WORK TO BE COMPLETED
Among the entries below, find the lines with "rows" and copy them.

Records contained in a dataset
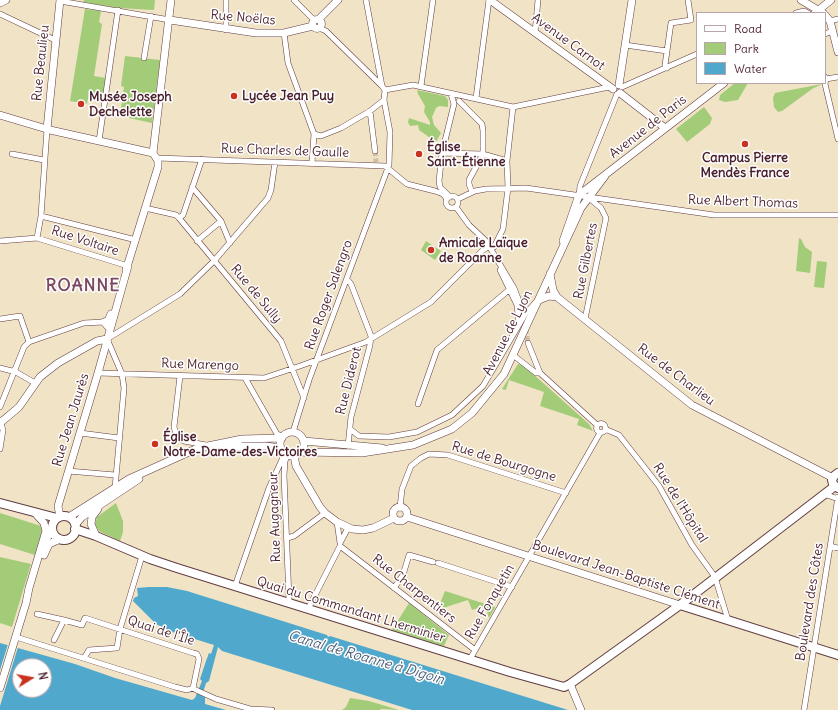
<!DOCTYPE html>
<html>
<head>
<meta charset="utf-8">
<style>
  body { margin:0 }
  #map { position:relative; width:838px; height:710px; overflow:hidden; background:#f0e3c6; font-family:Delius,sans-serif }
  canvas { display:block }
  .legend { position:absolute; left:696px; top:12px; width:130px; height:72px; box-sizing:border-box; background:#fff; border:1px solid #b7a5aa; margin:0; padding:5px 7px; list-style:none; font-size:12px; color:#4a1f2b }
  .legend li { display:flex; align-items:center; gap:8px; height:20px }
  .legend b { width:20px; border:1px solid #b7a5aa }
  .north { position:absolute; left:12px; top:658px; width:40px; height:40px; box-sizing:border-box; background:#fff; border:1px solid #b7a5aa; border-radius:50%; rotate:79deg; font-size:11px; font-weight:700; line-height:16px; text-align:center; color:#4a1f2b }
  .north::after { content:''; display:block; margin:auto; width:14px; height:18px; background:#c8321e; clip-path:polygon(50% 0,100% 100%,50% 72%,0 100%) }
</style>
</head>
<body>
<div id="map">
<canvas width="838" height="710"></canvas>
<ul class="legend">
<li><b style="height:5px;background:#fff"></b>Road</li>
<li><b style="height:11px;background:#a3cc78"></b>Park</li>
<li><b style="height:11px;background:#50a8cd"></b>Water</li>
</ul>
<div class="north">N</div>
</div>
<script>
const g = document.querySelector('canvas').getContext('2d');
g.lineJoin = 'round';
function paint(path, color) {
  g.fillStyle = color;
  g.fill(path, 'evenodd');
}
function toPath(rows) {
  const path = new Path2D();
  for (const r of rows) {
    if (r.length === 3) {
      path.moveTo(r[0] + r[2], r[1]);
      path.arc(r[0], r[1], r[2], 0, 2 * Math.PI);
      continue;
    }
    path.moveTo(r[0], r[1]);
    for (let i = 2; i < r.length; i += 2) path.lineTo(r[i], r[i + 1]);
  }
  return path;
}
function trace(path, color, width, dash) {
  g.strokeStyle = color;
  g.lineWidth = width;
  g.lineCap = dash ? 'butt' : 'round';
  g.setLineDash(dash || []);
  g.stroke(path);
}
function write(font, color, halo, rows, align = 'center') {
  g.font = font + ' Delius,sans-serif';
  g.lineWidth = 3;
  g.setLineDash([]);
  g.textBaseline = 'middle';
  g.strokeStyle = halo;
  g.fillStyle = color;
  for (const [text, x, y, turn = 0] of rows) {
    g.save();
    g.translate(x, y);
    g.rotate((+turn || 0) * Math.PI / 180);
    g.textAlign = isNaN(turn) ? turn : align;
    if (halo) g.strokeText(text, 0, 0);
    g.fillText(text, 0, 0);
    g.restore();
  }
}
paint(toPath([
  [84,0,155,0,154,10,117,8,83,2],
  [85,9,101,11,99,22,102,24,94,76,106,78,103,98,89,94,87,104,70,101],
  [125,56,160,60,152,123,129,118,130,113,120,111,123,99,116,97,117,93,123,93,124,87,121,86],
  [735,83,748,83,738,100,725,102,719,100,720,95],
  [822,84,812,89,782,111,778,112,774,107,773,98,775,93],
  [417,90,445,96,448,100,448,107,439,106,436,108,432,117,434,125,441,133,436,142,419,130,418,125,410,126,408,122,409,118,430,125,430,122,424,112,425,106,418,94],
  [704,107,712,118,710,124,687,142,676,129],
  [799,238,801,239,805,247,812,252,810,273,796,271],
  [426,241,441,251,435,260,421,250],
  [817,261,827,262,824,288,814,287],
  [518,364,523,365,589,424,593,431,577,425,579,419,540,406,544,392,509,380,506,390,502,389],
  [116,503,123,521,123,532,120,541,99,531,95,524,97,517],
  [0,513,41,526,42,531,35,555,0,544],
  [0,557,31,564,12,627,0,623],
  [445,591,495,607,495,608,489,618,485,606,472,610,468,600,443,608,441,601],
  [409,603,449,635,444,646,392,630],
  [350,698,369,701,399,710,381,709,380,710,342,710,346,707]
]), '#a3cc78');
paint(toPath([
  [149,587,167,587,187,591,327,635,328,637,330,636,568,710,412,710,222,651,218,647,209,681,206,683,202,696,205,697,205,704,226,710,0,710,0,643,75,664,115,678,192,700,195,698,202,681,200,679,206,661,209,653,211,654,214,645,172,632,156,624,133,601,134,598,138,596,137,588],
  [20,666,44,666,44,690,20,690]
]), '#50a8cd');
paint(toPath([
  [8,644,18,647,0,706,0,670]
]), '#f0e3c6');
trace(toPath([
  [375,151,376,162],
  [523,314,528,343]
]), '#cfbca7', 5, [5, 2.5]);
const street = toPath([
  [226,0,226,30],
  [294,0,314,20],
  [366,0,382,86,385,90],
  [60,1,170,20],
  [796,13,804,11,808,13],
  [0,14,55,40],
  [830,21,838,19],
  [319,28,326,31,381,85],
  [284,33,288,63,314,134],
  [535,33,538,0],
  [825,34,832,31],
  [625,45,667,51],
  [144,58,151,16],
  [667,68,665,65,671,23,691,20,688,0],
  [825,77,826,79,838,77],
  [826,79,825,84,838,139],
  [421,86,433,0],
  [622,87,697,54],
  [385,90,413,85,513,107,609,87],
  [476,98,489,0],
  [459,101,482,124,483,131,483,154,469,180,469,184,472,192],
  [370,111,375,151],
  [314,134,321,136,341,128,370,111,384,100],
  [99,141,118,10],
  [442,153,483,154,507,161],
  [12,154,44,160],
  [157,158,385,166,407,184,435,191,443,194,447,199],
  [312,163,314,134],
  [192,187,221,221,230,243],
  [452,202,6],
  [579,196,580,186,617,94],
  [450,197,440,187,439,181,442,153,454,104,451,94],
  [458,199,475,191,486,189,526,188,714,215,838,215],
  [456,207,469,225,486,241,514,288,522,309],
  [145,208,176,215,179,218,281,341,304,398],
  [41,216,136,240],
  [179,218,183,215,202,159],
  [37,238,41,216,47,129],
  [0,241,37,238,128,266],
  [197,241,221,221],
  [490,246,494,247,503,229,508,188,507,161,513,107],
  [500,270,517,305,519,323],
  [347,279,351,284,371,336,370,345,351,417,348,446],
  [0,319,20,316,29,342],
  [585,319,606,218,601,208,589,198],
  [29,342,84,323,104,322],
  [528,343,540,373,597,425],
  [513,355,536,373,540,373],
  [0,368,16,372,35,383],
  [98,373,264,378,300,366,366,342,431,302,483,250,490,246],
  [180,376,174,427,176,434,184,441,206,445],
  [245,378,277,434,283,436],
  [418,404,437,350,510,289],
  [0,407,24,347,29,342],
  [601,428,4.5],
  [350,429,359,436,389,437,417,432,452,415,483,386,526,313,536,302],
  [605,429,619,435,659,486,692,545,715,577,728,620],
  [293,432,309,380,389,165,390,132,384,100,385,90],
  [80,433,119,438],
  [0,449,3,430,0,420],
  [288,454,285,461,284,475,289,599,288,603],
  [68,471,115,475],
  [115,488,124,388,122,374,107,339,180,294,214,261,268,198,271,190,275,162],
  [824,494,838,499],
  [400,508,402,489,411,466,421,458,429,454,448,455,566,493],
  [337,522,340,543,348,528],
  [287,538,294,536,325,513],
  [340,546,475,650],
  [830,546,838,548],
  [438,563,512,587],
  [235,586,269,488,285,453],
  [394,588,403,575,409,555,433,562],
  [308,609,340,546],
  [37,614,64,620],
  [16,637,175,687,187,690,193,688],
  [54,640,64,620,82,625,85,618,193,653,197,654,199,659,193,688],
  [84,658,89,650,117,648,120,629,142,556],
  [470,659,600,433],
  [193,688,196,690,216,699,250,709,272,710],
  [804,710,838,497]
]);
const secondary = toPath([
  [490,0,613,89],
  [801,0,823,13],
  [0,3,6,0],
  [815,13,831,0],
  [825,15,830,21,838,52],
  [319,19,338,0],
  [317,24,4.5],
  [170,20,256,33,284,33,313,26],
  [619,85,632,0],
  [620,93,665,128],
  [0,115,50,130,153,153],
  [47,129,60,0],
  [153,153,171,0],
  [563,241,579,195,724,83],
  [126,270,158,167,158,161,153,153],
  [550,274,553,290,557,297,692,405,833,478],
  [539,300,549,296,557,297],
  [110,329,104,322,108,321,111,314],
  [0,423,19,407,40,377,58,363,97,341,107,339],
  [292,444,12],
  [304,441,382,448],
  [218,447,265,446,281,448],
  [301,452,362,453,413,445,452,429,472,413,504,374,581,208,605,176],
  [294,455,296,466,320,507,325,513,337,522,352,529,363,530,373,528,394,518],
  [400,514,7],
  [60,517,58,506,98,373,128,266],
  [69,517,129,479,198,448,242,439,282,438],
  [407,517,680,605],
  [75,525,82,517,139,479],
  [96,536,91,524,92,517,98,509],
  [44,542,52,531],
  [44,555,49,544,60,539],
  [570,684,581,710],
  [0,688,26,603,29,588,46,531,44,523,35,513]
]);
const primary = toPath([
  [838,473,834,476,832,480,833,484,838,488],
  [0,503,57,518],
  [64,528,12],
  [75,529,96,536,150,559,177,568,510,672,564,687,570,684,680,605,835,486],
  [680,605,838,655]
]);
trace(street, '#633c42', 6);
trace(secondary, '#633c42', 8);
trace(primary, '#633c42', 10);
trace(street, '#fff', 5);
trace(secondary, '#fff', 7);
trace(primary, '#fff', 8);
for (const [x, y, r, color] of [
  [234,96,4,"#c8321e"],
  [81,104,4,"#c8321e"],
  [745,144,4,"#c8321e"],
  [419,154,4,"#c8321e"],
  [431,250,4,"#c8321e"],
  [155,444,4,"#c8321e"]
]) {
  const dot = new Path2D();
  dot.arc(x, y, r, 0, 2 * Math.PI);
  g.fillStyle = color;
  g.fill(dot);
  trace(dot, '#fff', 1.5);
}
write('13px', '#4a1f2b', '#fff', [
  ["Rue Noëlas",243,18,5],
  ["Avenue Carnot",568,42,36],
  ["Rue Beaulieu",41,63,-84],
  ["Avenue de Paris",648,127,-38],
  ["Rue Charles de Gaulle",285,151,2],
  ["Rue Albert Thomas",743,202,2],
  ["Rue Voltaire",85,241,18],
  ["Rue Gilbertes",586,261,-79],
  ["Rue de Sully",256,294,50],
  ["Rue Roger Salengro",329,295,-70],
  ["Avenue de Lyon",508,333,-63],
  ["Rue Marengo",200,365,2],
  ["Rue de Charlieu",676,375,37],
  ["Rue Diderot",349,381,-76],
  ["Rue Jean Jaurès",71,420,-73],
  ["Rue de Bourgogne",504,462,17],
  ["Rue de l'Hôpital",680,503,58],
  ["Rue Augagneur",275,517,-92],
  ["Boulevard Jean-Baptiste Clément",626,575,18],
  ["Rue Charpentiers",414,589,38],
  ["Rue Fonquetin",490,602,-60],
  ["Boulevard des Côtes",810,602,-81],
  ["Quai du Commandant Lherminier",351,610,17],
  ["Quai de l'Île",161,631,18]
]);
write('bold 13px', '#4a1f2b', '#fff', [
  ["Lycée Jean Puy",242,96],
  ["Musée Joseph",89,97],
  ["Dechelette",89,112],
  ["Église",427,147],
  ["Saint-Étienne",427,162],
  ["Campus Pierre",745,158,"center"],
  ["Mendès France",745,173,"center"],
  ["Amicale Laïque",439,243],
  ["de Roanne",439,258],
  ["Église",163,437],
  ["Notre-Dame-des-Victoires",163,452]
], 'left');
write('italic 14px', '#4d5d74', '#fff', [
  ["Canal de Roanne à Digoin",366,658,16]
]);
g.letterSpacing = '1px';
write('bold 17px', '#7b4963', '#fff', [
  ["ROANNE",83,286]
]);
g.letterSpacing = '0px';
</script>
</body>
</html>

REPLY TO THE TASK
function toPath(rows) {
  for (const r of rows) {
function write(font, color, halo, rows, align = 'center') {
  for (const [text, x, y, turn = 0] of rows) {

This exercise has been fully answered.